Right to stop or restrict the processing of data
If you have found yourself in a special situation, as a result of which further processing of your data by you threatens your privacy, you can inform us of this fact and demand that we should restrict the processing.
Right to data portability
You are entitled to demand that we should send your data to another entity in a form that can freely processed by the recipient.

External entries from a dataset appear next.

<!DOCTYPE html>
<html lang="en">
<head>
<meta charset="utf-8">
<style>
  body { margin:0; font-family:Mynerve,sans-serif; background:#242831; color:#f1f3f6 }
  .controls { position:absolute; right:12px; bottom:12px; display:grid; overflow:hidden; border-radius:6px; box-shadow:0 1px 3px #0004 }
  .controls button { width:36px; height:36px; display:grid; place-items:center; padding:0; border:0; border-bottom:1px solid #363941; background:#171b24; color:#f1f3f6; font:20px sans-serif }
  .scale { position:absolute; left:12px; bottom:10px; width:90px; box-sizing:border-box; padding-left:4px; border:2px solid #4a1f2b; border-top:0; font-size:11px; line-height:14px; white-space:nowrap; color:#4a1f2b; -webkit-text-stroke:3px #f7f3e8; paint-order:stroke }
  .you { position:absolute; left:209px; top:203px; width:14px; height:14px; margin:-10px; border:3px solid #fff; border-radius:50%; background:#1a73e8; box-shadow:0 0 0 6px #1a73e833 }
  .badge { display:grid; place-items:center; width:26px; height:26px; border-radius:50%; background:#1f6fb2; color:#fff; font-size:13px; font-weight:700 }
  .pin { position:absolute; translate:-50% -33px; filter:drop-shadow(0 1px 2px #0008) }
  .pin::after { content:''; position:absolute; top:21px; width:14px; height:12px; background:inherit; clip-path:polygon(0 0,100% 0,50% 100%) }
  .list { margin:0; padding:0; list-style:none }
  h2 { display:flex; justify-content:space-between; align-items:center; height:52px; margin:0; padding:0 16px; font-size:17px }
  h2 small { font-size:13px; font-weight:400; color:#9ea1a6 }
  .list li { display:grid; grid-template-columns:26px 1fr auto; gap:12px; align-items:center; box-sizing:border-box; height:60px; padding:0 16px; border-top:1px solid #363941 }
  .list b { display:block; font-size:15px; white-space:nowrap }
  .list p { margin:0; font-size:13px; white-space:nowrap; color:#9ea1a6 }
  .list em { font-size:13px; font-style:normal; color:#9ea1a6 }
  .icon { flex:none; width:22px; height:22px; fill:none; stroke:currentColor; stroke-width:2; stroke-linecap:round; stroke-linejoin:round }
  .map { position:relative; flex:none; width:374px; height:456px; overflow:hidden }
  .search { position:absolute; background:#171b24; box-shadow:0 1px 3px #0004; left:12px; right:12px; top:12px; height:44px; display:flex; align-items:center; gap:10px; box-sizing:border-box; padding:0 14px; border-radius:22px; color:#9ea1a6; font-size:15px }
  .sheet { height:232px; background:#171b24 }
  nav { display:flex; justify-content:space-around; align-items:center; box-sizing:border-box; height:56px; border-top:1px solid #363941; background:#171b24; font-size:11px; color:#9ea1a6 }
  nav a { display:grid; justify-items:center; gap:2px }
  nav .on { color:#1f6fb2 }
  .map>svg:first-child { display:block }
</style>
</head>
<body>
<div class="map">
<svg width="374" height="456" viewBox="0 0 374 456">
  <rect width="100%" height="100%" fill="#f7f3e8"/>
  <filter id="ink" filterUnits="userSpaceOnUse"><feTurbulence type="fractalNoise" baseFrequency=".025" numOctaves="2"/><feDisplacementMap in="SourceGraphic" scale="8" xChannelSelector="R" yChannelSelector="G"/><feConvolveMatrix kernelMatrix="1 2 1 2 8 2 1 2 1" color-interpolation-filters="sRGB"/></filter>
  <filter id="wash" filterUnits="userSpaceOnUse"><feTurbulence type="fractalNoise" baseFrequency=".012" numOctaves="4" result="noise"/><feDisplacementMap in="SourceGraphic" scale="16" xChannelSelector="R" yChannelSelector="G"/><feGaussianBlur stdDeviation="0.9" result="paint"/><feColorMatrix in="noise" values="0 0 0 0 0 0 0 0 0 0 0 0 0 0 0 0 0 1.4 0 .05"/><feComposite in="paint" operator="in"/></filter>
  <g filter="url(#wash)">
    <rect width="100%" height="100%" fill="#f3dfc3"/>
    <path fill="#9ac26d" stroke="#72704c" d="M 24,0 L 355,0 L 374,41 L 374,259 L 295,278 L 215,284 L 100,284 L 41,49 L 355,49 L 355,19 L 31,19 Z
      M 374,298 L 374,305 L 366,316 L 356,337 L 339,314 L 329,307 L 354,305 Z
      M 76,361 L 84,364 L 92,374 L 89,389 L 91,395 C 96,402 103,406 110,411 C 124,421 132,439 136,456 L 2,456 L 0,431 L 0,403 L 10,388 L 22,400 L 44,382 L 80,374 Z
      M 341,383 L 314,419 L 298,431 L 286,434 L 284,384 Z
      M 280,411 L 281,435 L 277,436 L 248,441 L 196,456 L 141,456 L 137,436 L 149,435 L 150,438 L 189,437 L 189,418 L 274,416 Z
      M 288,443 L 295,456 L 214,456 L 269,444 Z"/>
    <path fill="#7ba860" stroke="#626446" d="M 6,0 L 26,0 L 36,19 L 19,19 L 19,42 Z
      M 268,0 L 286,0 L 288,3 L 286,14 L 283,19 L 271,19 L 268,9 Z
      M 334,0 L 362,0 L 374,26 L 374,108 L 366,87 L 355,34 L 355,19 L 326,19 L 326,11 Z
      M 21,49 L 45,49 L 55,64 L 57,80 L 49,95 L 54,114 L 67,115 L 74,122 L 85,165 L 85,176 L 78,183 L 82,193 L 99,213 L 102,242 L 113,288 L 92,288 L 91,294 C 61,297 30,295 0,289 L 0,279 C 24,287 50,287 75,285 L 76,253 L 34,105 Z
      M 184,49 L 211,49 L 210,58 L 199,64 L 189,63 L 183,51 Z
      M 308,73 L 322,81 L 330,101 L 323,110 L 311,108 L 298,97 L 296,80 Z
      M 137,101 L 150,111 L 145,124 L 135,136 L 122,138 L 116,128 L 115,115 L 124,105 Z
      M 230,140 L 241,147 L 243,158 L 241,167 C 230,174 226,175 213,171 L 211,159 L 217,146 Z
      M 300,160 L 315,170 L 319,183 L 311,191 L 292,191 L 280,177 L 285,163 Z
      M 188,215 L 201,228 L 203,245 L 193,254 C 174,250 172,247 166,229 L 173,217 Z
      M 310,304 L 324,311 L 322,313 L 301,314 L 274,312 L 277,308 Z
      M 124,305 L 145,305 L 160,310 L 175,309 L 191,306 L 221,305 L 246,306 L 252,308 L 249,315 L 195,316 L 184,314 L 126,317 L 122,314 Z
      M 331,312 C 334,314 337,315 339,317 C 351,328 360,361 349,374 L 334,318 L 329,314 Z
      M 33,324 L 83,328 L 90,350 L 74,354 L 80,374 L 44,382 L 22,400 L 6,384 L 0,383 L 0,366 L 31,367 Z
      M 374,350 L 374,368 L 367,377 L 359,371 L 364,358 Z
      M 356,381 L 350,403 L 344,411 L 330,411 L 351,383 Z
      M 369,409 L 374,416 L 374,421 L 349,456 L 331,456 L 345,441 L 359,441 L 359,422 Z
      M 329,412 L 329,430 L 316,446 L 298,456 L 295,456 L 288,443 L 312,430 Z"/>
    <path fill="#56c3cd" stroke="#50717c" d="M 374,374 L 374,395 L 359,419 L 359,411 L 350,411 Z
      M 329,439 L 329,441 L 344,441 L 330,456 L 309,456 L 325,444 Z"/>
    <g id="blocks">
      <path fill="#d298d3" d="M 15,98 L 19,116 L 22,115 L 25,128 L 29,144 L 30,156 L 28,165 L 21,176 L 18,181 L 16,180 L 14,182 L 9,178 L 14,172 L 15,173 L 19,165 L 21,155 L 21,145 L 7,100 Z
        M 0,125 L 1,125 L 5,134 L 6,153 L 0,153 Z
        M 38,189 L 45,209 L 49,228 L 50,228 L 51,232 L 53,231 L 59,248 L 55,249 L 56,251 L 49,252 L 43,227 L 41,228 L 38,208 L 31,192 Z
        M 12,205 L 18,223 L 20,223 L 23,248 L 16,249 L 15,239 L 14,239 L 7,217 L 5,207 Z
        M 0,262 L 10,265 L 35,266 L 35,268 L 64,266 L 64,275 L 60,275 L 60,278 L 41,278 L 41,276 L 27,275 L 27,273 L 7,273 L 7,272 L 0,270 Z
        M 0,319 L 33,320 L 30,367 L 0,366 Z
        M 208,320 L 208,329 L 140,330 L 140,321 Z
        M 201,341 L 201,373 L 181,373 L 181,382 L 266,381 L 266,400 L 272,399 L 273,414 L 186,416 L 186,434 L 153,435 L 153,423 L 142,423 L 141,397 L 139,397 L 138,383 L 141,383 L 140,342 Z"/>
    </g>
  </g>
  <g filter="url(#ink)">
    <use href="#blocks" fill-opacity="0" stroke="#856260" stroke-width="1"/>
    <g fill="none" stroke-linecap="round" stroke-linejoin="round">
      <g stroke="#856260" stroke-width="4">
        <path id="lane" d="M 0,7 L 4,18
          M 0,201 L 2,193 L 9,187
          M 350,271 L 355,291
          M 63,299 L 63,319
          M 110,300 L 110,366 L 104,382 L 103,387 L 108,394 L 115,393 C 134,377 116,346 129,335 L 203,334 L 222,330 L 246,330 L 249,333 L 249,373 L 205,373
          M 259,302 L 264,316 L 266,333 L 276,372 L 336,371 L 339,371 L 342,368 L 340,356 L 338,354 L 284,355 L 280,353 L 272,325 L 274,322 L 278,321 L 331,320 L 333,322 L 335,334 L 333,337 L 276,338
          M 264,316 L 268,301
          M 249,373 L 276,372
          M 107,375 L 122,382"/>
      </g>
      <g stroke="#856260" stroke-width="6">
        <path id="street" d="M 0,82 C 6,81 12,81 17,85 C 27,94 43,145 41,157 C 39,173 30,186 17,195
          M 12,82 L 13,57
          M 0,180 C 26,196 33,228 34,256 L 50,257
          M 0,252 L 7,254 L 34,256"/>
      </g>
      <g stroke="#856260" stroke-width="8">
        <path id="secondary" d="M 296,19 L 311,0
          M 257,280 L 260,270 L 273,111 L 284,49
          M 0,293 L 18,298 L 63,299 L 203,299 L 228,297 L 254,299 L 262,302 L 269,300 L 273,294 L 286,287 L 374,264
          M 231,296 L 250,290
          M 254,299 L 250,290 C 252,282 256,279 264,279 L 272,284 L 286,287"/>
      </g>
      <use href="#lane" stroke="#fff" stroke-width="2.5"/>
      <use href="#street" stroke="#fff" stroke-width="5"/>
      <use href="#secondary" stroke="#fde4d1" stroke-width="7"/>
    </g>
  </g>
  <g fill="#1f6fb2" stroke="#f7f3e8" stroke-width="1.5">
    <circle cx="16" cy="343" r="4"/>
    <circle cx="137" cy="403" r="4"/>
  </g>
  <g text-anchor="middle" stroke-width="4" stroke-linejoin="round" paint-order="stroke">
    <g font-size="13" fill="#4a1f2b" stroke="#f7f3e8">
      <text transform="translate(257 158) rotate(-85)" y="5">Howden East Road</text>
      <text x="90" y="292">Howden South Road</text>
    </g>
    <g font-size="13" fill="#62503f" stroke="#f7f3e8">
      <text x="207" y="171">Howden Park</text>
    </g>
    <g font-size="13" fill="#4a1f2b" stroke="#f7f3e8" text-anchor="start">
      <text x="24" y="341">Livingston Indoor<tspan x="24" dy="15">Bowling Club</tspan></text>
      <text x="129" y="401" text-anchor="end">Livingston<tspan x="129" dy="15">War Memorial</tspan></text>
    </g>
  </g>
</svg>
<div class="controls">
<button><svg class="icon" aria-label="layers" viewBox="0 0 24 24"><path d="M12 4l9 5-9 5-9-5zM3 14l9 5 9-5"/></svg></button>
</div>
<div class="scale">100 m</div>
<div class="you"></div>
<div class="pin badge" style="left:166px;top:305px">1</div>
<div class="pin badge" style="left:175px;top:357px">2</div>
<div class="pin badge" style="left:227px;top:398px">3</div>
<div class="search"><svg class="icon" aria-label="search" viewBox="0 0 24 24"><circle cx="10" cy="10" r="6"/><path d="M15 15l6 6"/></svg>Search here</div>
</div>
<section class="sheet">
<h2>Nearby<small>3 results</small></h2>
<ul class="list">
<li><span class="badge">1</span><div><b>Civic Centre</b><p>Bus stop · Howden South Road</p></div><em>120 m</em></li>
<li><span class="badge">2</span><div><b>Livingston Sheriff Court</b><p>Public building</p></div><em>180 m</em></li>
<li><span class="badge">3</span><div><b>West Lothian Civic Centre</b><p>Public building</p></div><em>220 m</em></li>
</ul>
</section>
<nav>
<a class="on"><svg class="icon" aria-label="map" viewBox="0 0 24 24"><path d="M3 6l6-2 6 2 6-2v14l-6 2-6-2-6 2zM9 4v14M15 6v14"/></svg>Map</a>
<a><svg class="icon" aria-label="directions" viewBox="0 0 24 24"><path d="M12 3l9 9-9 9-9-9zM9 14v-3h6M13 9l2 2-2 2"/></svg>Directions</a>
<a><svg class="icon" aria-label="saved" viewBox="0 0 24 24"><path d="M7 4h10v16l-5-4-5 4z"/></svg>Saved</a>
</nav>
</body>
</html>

Right to withdraw the marketing consent
Please note that you can withdraw your consents at any time by logging into your account and selecting the relevant option. The withdrawal of your consent does not affect the legality of the processing of your data on the basis on your consent which took place before the consent was withdrawn.
Right to be forgotten
You are entitled to have your data deleted in cases provided for by law.
Right to complain to the data protection supervisory body
We inform you that you are also entitled to complain to a supervisory body. At present, it is the Personal Data Protection Supervisor. National regulations which must be implemented in connection with the change of European law (GDPR) will specify in detail who will be the legal successor of the Personal Data Protection Supervisor. The new office will be established on 25 May 2018.